Kansas Intellectual and Developmental Disabilities Research Center, University of Kansas Medical Center, Kansas City, Kansas, USA.
Alcohol Clin Exp Res (Hoboken). 2023 Aug;47(8):1544-1559. doi: 10.1111/acer.15127. Epub 2023 Jun 18.
Chronic ethanol overconsumption promotes alcohol-associated liver disease (ALD), characterized by hepatocyte injury, inflammation, hepatic stellate cell (HSC) activation, and fibrosis. Hyaluronan (HA) concentration is greater in livers and blood from advanced ALD patients than patients with advanced non-ALD. In the liver, HSCs are the major HA producers. The relationship between ethanol, HA, and HSC activation is incompletely understood. Thus, here, we tested the hypothesis that ethanol enhances HSC activation in a HA-dependent manner.
Liver tissue microarrays (TMAs) containing steatotic livers from donors with or without a history of alcohol consumption were used to measure HA and collagen content. Mice were fed a moderate (2%, v/v) ethanol-containing diet or pair-fed control diet for 2 days, after which they were given a single carbon tetrachloride (CCl ) injection. To inhibit HA synthesis, we provided 4-methylumbelliferone (4MU) daily. We used LX2 cells, a human HSC cell line, to determine the impact ethanol had on LPS responses, with or without concurrent 4MU exposure.
CCl induced liver injury, but it did not differ between ethanol or control diet fed mice with or without 4MU treatment. Ethanol feeding enhanced CCl -induced hepatic HA content, which was paralleled by HA synthase (Has)2 transcript abundance; 4MU treatment normalized both. Consistently, HSC activation, assessed by measuring αSMA mRNA and protein, was induced by CCl exposure, enhanced by ethanol feeding, and normalized by 4MU. Hepatic transcripts, but not protein, for Ccl2 were enhanced by ethanol feeding and normalized by 4MU exposure. Finally, ethanol-exposed LX2 cells made more LPS-stimulated CCL2 mRNA and protein than cells not exposed to ethanol; 4MU prevented this.

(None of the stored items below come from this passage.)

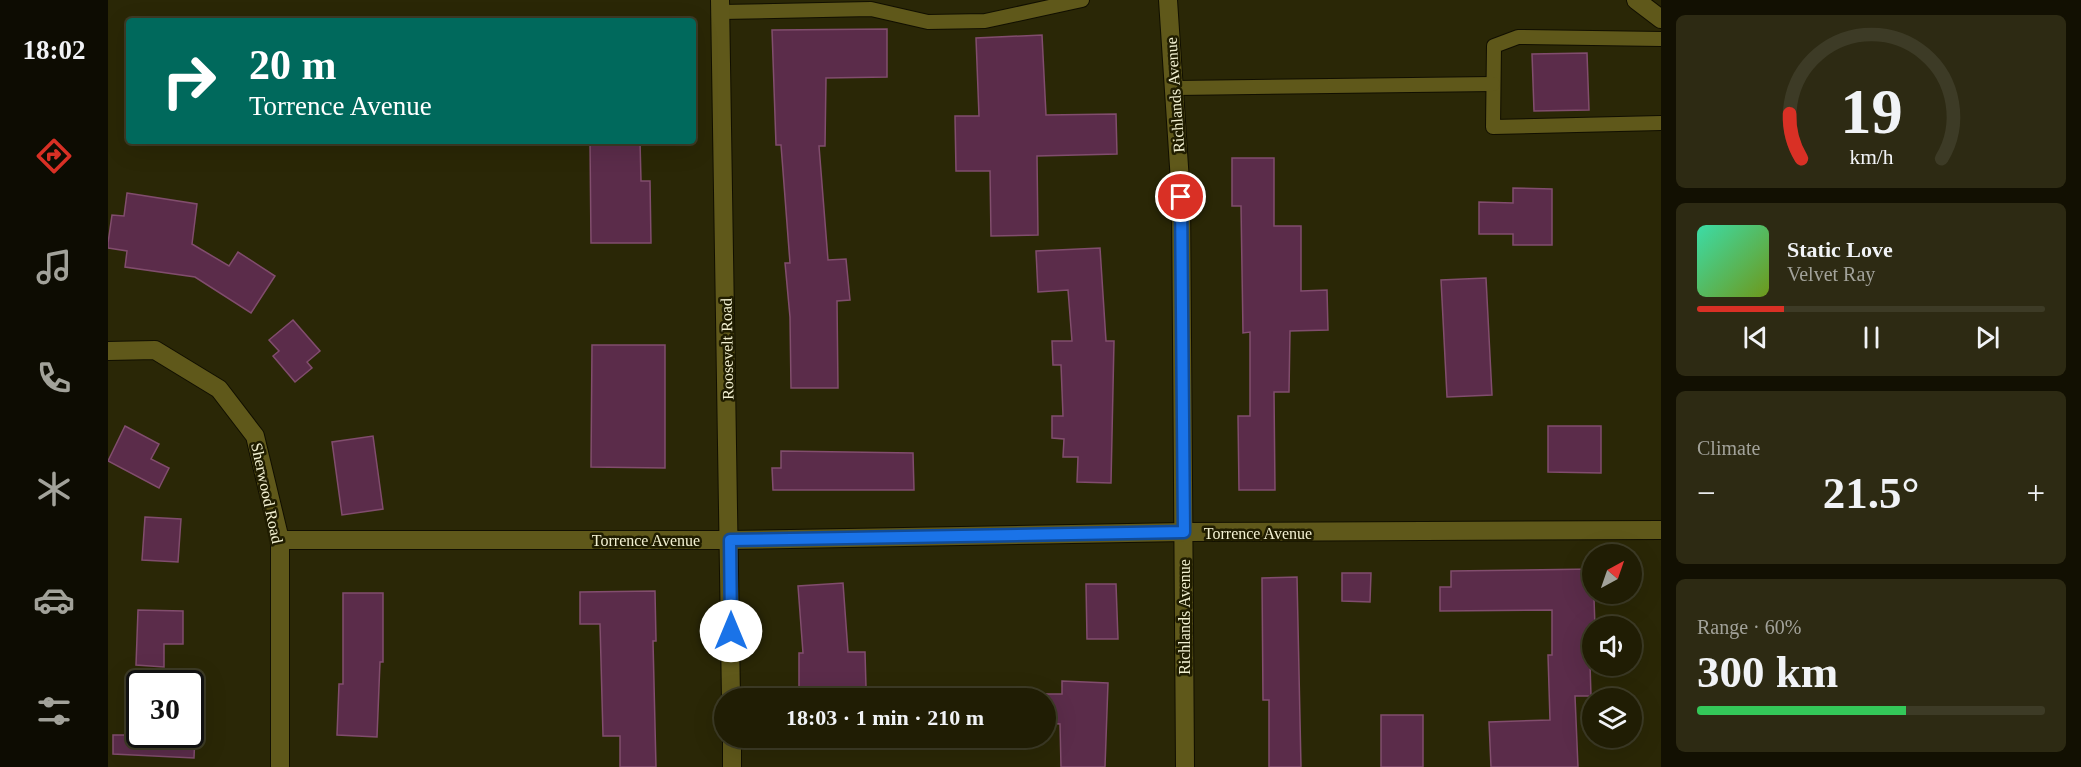 <!DOCTYPE html>
<html lang="en">
<head>
<meta charset="utf-8">
<style>
	body { margin:0; font-family:"Times New Roman",serif; background:#2d2a13; color:#f1f3f6; height:100vh; display:flex; flex-direction:column; font-size:22px; white-space:nowrap }
	* { box-sizing:border-box; margin:0 }
	p { font-size:20px; color:#a2a29a }
	.icon { flex:none; width:33px; height:33px; fill:none; stroke:currentColor; stroke-width:2; stroke-linecap:round; stroke-linejoin:round }
	.map { position:relative; flex:1; overflow:hidden }
	.side { display:flex; flex-direction:column; gap:15px; padding:15px; background:#121002; width:420px }
	.side>* { flex:none }
	.hud { position:absolute; left:18px; top:18px; width:570px; height:126px; border-radius:6px; box-shadow:0 6px 24px #0002,0 0 0 2px #3d3b26; background:#00695c; color:#fff; overflow:hidden }
	.needle { width:39px; rotate:40deg }
	.controls { position:absolute; left:1474px; top:544px; display:grid; gap:12px }
	.controls a { display:grid; place-items:center; width:60px; height:60px; border-radius:50%; background:#201d04; box-shadow:0 6px 24px #0002,0 0 0 2px #3d3b26; font-size:30px }
	.speed { position:absolute; left:18px; top:670px; display:flex; gap:12px; font-size:30px; font-weight:700; text-align:center }
	.speed>* { display:grid; place-content:center; width:78px; height:78px; border-radius:50%; background:#201d04; box-shadow:0 6px 24px #0002,0 0 0 2px #3d3b26; line-height:1 }
	.speed .limit { border:3px solid #111; border-radius:9px; background:#fff; color:#111 }
	.pin { position:absolute; display:grid; place-items:center; width:51px; height:51px; color:#fff; margin:-26px; border:3px solid #fff; border-radius:50%; box-shadow:0 2px 6px #0007 }
	.me { position:absolute; width:66px; margin:-33px; rotate:0deg; stroke-linejoin:round; filter:drop-shadow(0 0 4px #0008) }
	.turn { display:flex; align-items:center; gap:21px; height:126px; padding:0 24px; font-size:27px }
	.turn .icon { width:78px; height:78px; stroke-width:2.5 }
	.turn b { display:block; font-size:42px; line-height:51px }
	.big { font-size:45px; font-weight:600; line-height:1.1 }
	.side .card { flex:1; display:flex; flex-direction:column; justify-content:center; gap:9px; min-width:0; padding:0 21px; border-radius:9px; background:#2d2a13 }
	.side .dial { align-items:center; gap:0 }
	.dial svg { height:156px; overflow:visible; fill:none; stroke:#3d3b26; stroke-width:7; stroke-linecap:round; text-anchor:middle }
	.dial text { fill:#f1f3f6; stroke:none }
	.song { display:flex; align-items:center; gap:18px }
	.cover { width:72px; height:72px; border-radius:9px; background:linear-gradient(135deg,hsl(160 70% 55%),hsl(80 70% 35%)) }
	.played { height:6px; border-radius:3px; background:linear-gradient(90deg,#d93025 25%,#3d3b26 25%) }
	.keys { display:flex; justify-content:space-around; direction:ltr }
	.heat { display:flex; justify-content:space-between; align-items:center; font-size:33px; direction:ltr }
	.charge { height:9px; border-radius:4px; background:linear-gradient(90deg,#34c759 60%,#3d3b26 0) }
	.trip { position:absolute; left:606px; top:688px; width:342px; height:60px; border-radius:30px; background:#201d04; box-shadow:0 6px 24px #0002,0 0 0 2px #3d3b26; font-weight:600; line-height:60px; text-align:center }
	main { display:flex; flex:1; min-height:0 }
	.tabs { display:flex; flex-direction:column; width:108px; justify-content:space-around; align-items:center; background:#0d0c02; color:#a2a29a }
	.tabs .icon { width:42px; height:42px }
	.tabs .on { color:#d93025 }
	.tabs b { font-size:27px; color:#f1f3f6 }
	.map>svg:first-child { display:block }
</style>
</head>
<body>
<main>
<nav class="tabs">
<b>18:02</b>
<svg class="icon on" aria-label="directions" viewBox="0 0 24 24"><path d="M12 3l9 9-9 9-9-9zM9 14v-3h6M13 9l2 2-2 2"/></svg>
<svg class="icon" aria-label="music" viewBox="0 0 24 24"><path d="M9 18V5l10-2v13"/><circle cx="6" cy="18" r="3"/><circle cx="16" cy="16" r="3"/></svg>
<svg class="icon" aria-label="phone" viewBox="0 0 24 24"><path d="M5 4h4l2 5-3 2q2 4 5 5l2-3 5 2v4C11 20 4 13 5 4z"/></svg>
<svg class="icon" aria-label="climate" viewBox="0 0 24 24"><path d="M12 3v18M4 7l16 10M4 17L20 7"/></svg>
<svg class="icon" aria-label="car" viewBox="0 0 24 24"><path d="M5 17H2v-5l4-1 3-4h7l3 4 3 1v5h-3M9 17h6M6 11h13"/><circle cx="7" cy="17" r="2"/><circle cx="17" cy="17" r="2"/></svg>
<svg class="icon" aria-label="filters" viewBox="0 0 24 24"><path d="M4 7h16M4 17h16"/><circle cx="9" cy="7" r="2"/><circle cx="15" cy="17" r="2"/></svg>
</nav>
<div class="map">
<svg width="1553" height="767" viewBox="0 0 1553 767">
	<rect width="100%" height="100%" fill="#2a2706"/>
	<g fill="#5b2c4a" stroke="#814d6d" stroke-width="1.5">
		<polygon points="779,29 779,77 718,78 717,146 711,146 720,260 738,259 742,300 729,301 730,388 683,388 682,317 677,263 682,263 673,145 668,145 664,30"/>
		<polygon points="934,35 938,115 1008,114 1009,154 929,156 930,235 883,236 882,171 848,171 847,116 871,116 868,38"/>
		<polygon points="1479,53 1481,110 1426,111 1424,54"/>
		<polygon points="482,141 532,141 533,181 542,181 543,243 483,243"/>
		<polygon points="1124,158 1166,158 1166,226 1193,226 1193,291 1219,290 1220,330 1182,331 1181,392 1166,392 1167,490 1131,490 1130,416 1142,416 1142,332 1135,333 1133,206 1124,206"/>
		<polygon points="1405,188 1444,189 1444,245 1405,245 1405,234 1371,234 1371,202 1405,203"/>
		<polygon points="19,193 89,204 84,244 121,266 130,252 167,276 143,313 87,277 17,267 19,251 0,248 0,243 4,215 16,216"/>
		<polygon points="992,248 998,341 1006,341 1003,483 969,482 970,457 955,457 956,439 944,438 944,416 955,416 953,365 945,365 944,341 964,341 960,290 930,292 928,251"/>
		<polygon points="1378,278 1384,395 1339,397 1333,280"/>
		<polygon points="185,320 212,351 199,362 204,368 187,382 165,356 171,351 161,340"/>
		<polygon points="484,345 557,345 557,468 483,467"/>
		<polygon points="17,426 51,444 43,459 61,468 51,488 0,461"/>
		<polygon points="1440,426 1493,426 1493,473 1440,472"/>
		<polygon points="265,436 275,509 234,515 224,442"/>
		<polygon points="673,451 805,453 806,490 665,490 664,468 673,468"/>
		<polygon points="37,517 73,519 70,562 34,560"/>
		<polygon points="1485,569 1487,627 1485,627 1485,631 1481,632 1483,696 1467,696 1470,767 1383,767 1381,722 1442,720 1440,655 1444,655 1444,610 1332,611 1332,587 1343,587 1343,571"/>
		<polygon points="1234,573 1263,573 1262,602 1234,601"/>
		<polygon points="1189,577 1193,767 1161,767 1161,700 1155,700 1154,578"/>
		<polygon points="735,583 740,652 757,652 758,687 691,688 691,653 695,653 690,586"/>
		<polygon points="978,584 1008,584 1010,639 979,639"/>
		<polygon points="547,591 548,641 545,641 548,767 512,767 512,736 495,736 492,624 472,624 472,592"/>
		<polygon points="235,593 275,593 275,662 272,662 269,737 229,735 231,684 235,684"/>
		<polygon points="30,610 75,611 75,644 56,644 56,667 28,665"/>
		<polygon points="954,681 1000,683 997,767 953,767 952,724 938,723 938,694 954,694"/>
		<rect x="1273" y="715" width="42" height="52"/>
		<polygon points="5,735 87,735 86,758 5,754"/>
	</g>
	<g fill="none" stroke-linecap="round" stroke-linejoin="round">
		<g stroke="#110f01" stroke-width="16">
			<g id="lane">
				<polyline points="613,12 763,9 820,22 877,21 974,0"/>
				<polyline points="1553,39 1410,37 1386,46 1385,127 1553,123"/>
				<polyline points="1068,88 1385,84"/>
			</g>
		</g>
		<g stroke="#110f01" stroke-width="20">
			<g id="street">
				<polyline points="612,0 623,699"/>
				<polyline points="1060,0 1073,197 1077,767"/>
				<polyline points="1528,0 1553,19"/>
				<polyline points="0,351 47,350 111,389 147,436 172,540 172,767"/>
				<polyline points="172,540 622,540 1076,532 1553,530"/>
				<polyline points="624,738 624,767"/>
			</g>
		</g>
		<use href="#lane" stroke="#5f581a" stroke-width="14"/>
		<use href="#street" stroke="#5f581a" stroke-width="18"/>
	</g>
	<g fill="none" stroke-linecap="round" stroke-linejoin="round">
		<g stroke="#114b97" stroke-width="15">
			<polyline id="route" points="623,631 622,540 1076,532 1073,197"/>
		</g>
		<use href="#route" stroke="#1a73e8" stroke-width="10"/>
	</g>
	<g text-anchor="middle" dominant-baseline="central" stroke-width="5" stroke-linejoin="round" paint-order="stroke">
		<g font-size="16" fill="#f3f1d2" stroke="#201d00">
			<text transform="translate(1067 95) rotate(-94)">Richlands Avenue</text>
			<text transform="translate(619 349) rotate(-91)">Roosevelt Road</text>
			<text transform="translate(159 493) rotate(78)">Sherwood Road</text>
			<text x="1150" y="533">Torrence Avenue</text>
			<text x="538" y="540">Torrence Avenue</text>
			<text transform="translate(1076 617) rotate(-90)">Richlands Avenue</text>
		</g>
	</g>
</svg>
<div class="controls">
<a><svg class="needle" viewBox="-14 -14 28 28"><path d="M0-13l5 13h-10z" fill="#e53935"/><path d="M0 13l5-13h-10z" fill="#a2a29a"/></svg></a>
<a><svg class="icon" aria-label="sound" viewBox="0 0 24 24"><path d="M4 9h4l5-4v14l-5-4H4zM17 9q2 3 0 6"/></svg></a>
<a><svg class="icon" aria-label="layers" viewBox="0 0 24 24"><path d="M12 4l9 5-9 5-9-5zM3 14l9 5 9-5"/></svg></a>
</div>
<div class="speed"><div class="limit">30</div></div>
<div class="pin" style="left:1073px;top:197px;background:#d93025"><svg class="icon" aria-label="arrive" viewBox="0 0 24 24"><path d="M6 21V4h12l-3 4 3 4H6"/></svg></div>
<svg class="me" style="left:623px;top:631px" viewBox="-20 -20 40 40"><circle r="19" fill="#fff"/><path d="M0-13L10 11 0 6-10 11z" fill="#1a73e8"/></svg>
<div class="trip">18:03 · 1 min · 210 m</div>
<div class="hud">
<div class="turn"><svg class="icon" aria-label="right" viewBox="0 0 24 24"><path d="M7 20v-9h11M14 6l5 5-5 5"/></svg><div><b>20 m</b>Torrence Avenue</div></div>
</div>
</div>
<section class="side">
<div class="card dial"><svg viewBox="0 0 100 80">
<path d="M14 69A42 42 0 1 1 86 69"/>
<path d="M14 69A42 42 0 0 1 8 46" stroke="#d93025"/>
<text x="50" y="56" font-size="32" font-weight="700">19</text>
<text x="50" y="72" font-size="11">km/h</text>
</svg></div>
<div class="card">
<div class="song"><i class="cover"></i><div><b>Static Love</b><p>Velvet Ray</p></div></div>
<div class="played"></div>
<div class="keys"><svg class="icon" aria-label="previous" viewBox="0 0 24 24"><path d="M18 5L8 12l10 7zM5 5v14"/></svg><svg class="icon" aria-label="pause" viewBox="0 0 24 24"><path d="M8 5v14M16 5v14"/></svg><svg class="icon" aria-label="next" viewBox="0 0 24 24"><path d="M6 5l10 7-10 7zM19 5v14"/></svg></div>
</div>
<div class="card"><p>Climate</p>
<div class="heat"><a>−</a><b class="big">21.5°</b><a>+</a></div>
</div>
<div class="card"><p>Range · 60%</p><b class="big">300 km</b><div class="charge"></div></div>
</section>
</main>
</body>
</html>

These data show that ethanol augments HSC activation through HA synthesis and enhances hepatic profibrogenic features. Therefore, targeting HSC HA production could potentially attenuate liver disease in ALD patients.
长期过量摄入乙醇会引发酒精性肝病(ALD),其特征为肝细胞损伤、炎症、肝星状细胞(HSC)激活及纤维化。晚期ALD患者肝脏和血液中的透明质酸(HA)浓度高于晚期非ALD患者。在肝脏中,HSCs是主要的HA产生细胞。乙醇、HA与HSC激活之间的关系尚未完全明确。因此,在此我们检验了乙醇以HA依赖的方式增强HSC激活的假说。
使用包含有或无饮酒史供体的脂肪变性肝脏的肝组织微阵列(TMA)来测量HA和胶原蛋白含量。给小鼠喂食含适量(2%,v/v)乙醇的饮食或配对喂食对照饮食2天,之后单次注射四氯化碳(CCl)。为抑制HA合成,我们每日给予4-甲基伞形酮(4MU)。我们使用人HSC细胞系LX2细胞来确定乙醇对LPS反应的影响,同时或不同时给予4MU。
CCl诱导肝损伤,但在给予或未给予4MU治疗的情况下,喂食乙醇或对照饮食的小鼠之间无差异。喂食乙醇会增加CCl诱导的肝脏HA含量,同时HA合酶(Has)2转录本丰度也相应增加;4MU治疗可使两者恢复正常。同样,通过测量αSMA mRNA和蛋白评估的HSC激活由CCl暴露诱导,喂食乙醇会增强,而4MU可使其恢复正常。乙醇喂食会增加肝脏中Ccl2的转录本,但不增加蛋白,4MU暴露可使其恢复正常。最后,暴露于乙醇的LX2细胞比未暴露于乙醇的细胞产生更多LPS刺激的CCL2 mRNA和蛋白;4MU可阻止这种情况。
这些数据表明乙醇通过HA合成增强HSC激活并增强肝脏促纤维化特征。因此,针对HSC HA产生可能会减轻ALD患者的肝病。